Avoiding the Toronto Ice Storm, Edmonton for the Holidays, Quality Time with Family

I guess we got out of Toronto just in the nick of time.  With a Saturday flight that left in the midst of rain-on the-brink-of-freezing, followed by news footage of a massive ice storm and lengthy power outages – I am happy to say that our only delays were to de-ice and wait our turn for the runway.

Image

Ice Storm 2013

Rather than complain about an extra hour on the tarmac, Audra repeatedly squealed with joy at the looming prospect of landing in Edmonton to see her grandparents.  And for at least the past week, Ethan’s first and last comment of the day were often around his excited countdown until we left.  So for us, a delayed arrival was barely a blip on the radar.

All through the week, as I was asked if we were going away, the reactions were often comical when I announced that we were headed to Edmonton.  Usually my answer was followed by one of three reactions: “Oh… pause… I thought you’d be going somewhere else” (possibly Nova Scotia to my family, or somewhere hot, they’d explain).  Or “Brrr!!!  Hope you don’t freeze!”  Or occasionally, a frank “Why would you do that?!”

With a laugh, I’d reply that we were looking forward to spending the holidays with Dean’s parents.  (Although as I’ve said before, we’d be open to meeting family down south one year, too!)  And, I added, I’m really glad that I truly love his parents.
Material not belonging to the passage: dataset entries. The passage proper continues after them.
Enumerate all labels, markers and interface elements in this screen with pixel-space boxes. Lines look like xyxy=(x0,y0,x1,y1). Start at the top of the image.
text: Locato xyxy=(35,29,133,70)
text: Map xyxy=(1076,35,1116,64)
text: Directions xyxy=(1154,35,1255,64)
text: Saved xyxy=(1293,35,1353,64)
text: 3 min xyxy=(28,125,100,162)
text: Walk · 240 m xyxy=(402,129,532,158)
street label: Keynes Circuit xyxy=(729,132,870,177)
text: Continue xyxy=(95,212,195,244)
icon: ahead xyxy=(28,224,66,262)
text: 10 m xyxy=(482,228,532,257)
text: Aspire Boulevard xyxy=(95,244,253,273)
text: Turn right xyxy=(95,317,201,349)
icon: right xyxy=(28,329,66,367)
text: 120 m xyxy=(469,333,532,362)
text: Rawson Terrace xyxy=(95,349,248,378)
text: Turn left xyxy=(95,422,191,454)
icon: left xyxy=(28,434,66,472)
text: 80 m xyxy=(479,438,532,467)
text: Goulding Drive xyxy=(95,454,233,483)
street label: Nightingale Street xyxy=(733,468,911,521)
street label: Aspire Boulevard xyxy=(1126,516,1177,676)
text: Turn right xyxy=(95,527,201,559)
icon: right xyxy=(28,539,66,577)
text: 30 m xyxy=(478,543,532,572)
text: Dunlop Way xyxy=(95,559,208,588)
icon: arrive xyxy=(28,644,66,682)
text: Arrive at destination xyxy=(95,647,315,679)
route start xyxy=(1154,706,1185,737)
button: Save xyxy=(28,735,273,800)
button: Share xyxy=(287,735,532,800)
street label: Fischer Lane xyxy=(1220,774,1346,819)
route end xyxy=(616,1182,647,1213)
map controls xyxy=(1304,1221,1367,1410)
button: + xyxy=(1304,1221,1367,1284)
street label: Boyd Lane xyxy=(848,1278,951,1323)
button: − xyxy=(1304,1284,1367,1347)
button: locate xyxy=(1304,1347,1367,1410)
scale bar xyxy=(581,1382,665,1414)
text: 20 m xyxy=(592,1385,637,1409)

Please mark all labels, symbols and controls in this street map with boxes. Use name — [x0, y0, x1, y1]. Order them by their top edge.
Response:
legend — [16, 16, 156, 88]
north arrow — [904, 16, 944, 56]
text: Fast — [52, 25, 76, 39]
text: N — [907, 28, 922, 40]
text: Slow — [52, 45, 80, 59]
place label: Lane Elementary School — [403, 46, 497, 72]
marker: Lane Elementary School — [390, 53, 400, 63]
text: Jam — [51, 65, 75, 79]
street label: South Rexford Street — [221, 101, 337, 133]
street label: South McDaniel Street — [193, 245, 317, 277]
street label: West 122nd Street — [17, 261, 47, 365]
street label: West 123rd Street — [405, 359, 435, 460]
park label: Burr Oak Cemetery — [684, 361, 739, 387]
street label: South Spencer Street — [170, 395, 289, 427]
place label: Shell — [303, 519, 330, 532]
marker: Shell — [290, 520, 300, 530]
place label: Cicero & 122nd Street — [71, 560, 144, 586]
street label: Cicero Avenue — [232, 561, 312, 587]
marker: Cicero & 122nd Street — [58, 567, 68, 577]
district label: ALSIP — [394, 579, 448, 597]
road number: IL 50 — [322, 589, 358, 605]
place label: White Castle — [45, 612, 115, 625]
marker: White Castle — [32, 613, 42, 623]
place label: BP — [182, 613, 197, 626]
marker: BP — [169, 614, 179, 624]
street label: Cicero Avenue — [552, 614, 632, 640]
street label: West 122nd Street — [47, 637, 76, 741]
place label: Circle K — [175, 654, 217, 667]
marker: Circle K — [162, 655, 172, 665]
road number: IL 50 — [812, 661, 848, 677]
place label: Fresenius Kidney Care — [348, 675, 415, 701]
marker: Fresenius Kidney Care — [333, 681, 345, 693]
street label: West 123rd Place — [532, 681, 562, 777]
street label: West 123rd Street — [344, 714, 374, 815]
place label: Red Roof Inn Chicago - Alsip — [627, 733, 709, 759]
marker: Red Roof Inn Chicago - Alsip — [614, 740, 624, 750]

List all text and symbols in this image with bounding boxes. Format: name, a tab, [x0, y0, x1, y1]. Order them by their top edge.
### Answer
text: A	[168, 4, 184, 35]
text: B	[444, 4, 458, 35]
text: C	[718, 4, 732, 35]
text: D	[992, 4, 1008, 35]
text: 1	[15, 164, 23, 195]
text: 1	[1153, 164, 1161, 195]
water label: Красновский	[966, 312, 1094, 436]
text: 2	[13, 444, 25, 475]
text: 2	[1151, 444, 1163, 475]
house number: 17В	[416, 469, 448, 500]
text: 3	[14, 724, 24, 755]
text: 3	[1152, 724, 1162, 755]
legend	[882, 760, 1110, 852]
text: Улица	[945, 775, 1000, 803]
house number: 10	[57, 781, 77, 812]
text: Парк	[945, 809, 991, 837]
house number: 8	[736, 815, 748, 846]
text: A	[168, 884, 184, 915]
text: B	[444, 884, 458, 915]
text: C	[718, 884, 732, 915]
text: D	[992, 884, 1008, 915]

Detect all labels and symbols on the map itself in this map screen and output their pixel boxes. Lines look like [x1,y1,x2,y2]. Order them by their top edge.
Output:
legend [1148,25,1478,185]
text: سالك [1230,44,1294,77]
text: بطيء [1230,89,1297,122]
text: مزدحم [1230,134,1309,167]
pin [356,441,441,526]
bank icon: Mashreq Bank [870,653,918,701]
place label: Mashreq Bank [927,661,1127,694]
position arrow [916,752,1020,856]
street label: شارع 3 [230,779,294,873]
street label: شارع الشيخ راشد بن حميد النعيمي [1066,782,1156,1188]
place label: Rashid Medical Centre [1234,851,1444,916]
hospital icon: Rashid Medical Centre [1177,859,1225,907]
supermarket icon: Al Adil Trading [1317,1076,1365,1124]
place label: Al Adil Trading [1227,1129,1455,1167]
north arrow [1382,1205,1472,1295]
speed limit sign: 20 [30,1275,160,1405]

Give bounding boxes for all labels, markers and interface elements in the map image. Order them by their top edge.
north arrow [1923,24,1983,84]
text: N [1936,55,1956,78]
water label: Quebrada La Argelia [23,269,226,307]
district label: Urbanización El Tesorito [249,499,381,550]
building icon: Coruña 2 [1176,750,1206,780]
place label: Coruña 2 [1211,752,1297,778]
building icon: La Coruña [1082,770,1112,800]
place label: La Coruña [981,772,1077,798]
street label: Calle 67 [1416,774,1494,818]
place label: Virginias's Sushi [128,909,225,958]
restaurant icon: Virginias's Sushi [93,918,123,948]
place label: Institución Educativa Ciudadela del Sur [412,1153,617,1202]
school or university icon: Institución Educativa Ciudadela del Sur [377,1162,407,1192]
Don’t get me wrong – there’s certainly nothing wrong with Edmonton –  but the frigid winters don’t usually cause it to be a winter holiday destination.  (For the record, after 2 days of being colder than -20, the temperature is rising to just-below-zero for the rest of our stay: Perfect.)  Weather aside, it all fits my plan for the week wonderfully: to hibernate.  Relax, have no schedule, eat good food and enjoy the company of our family.  As I’ve previously blogged about needing ‘A Break from the Daily Routine‘, those are the things that make a vacation for me.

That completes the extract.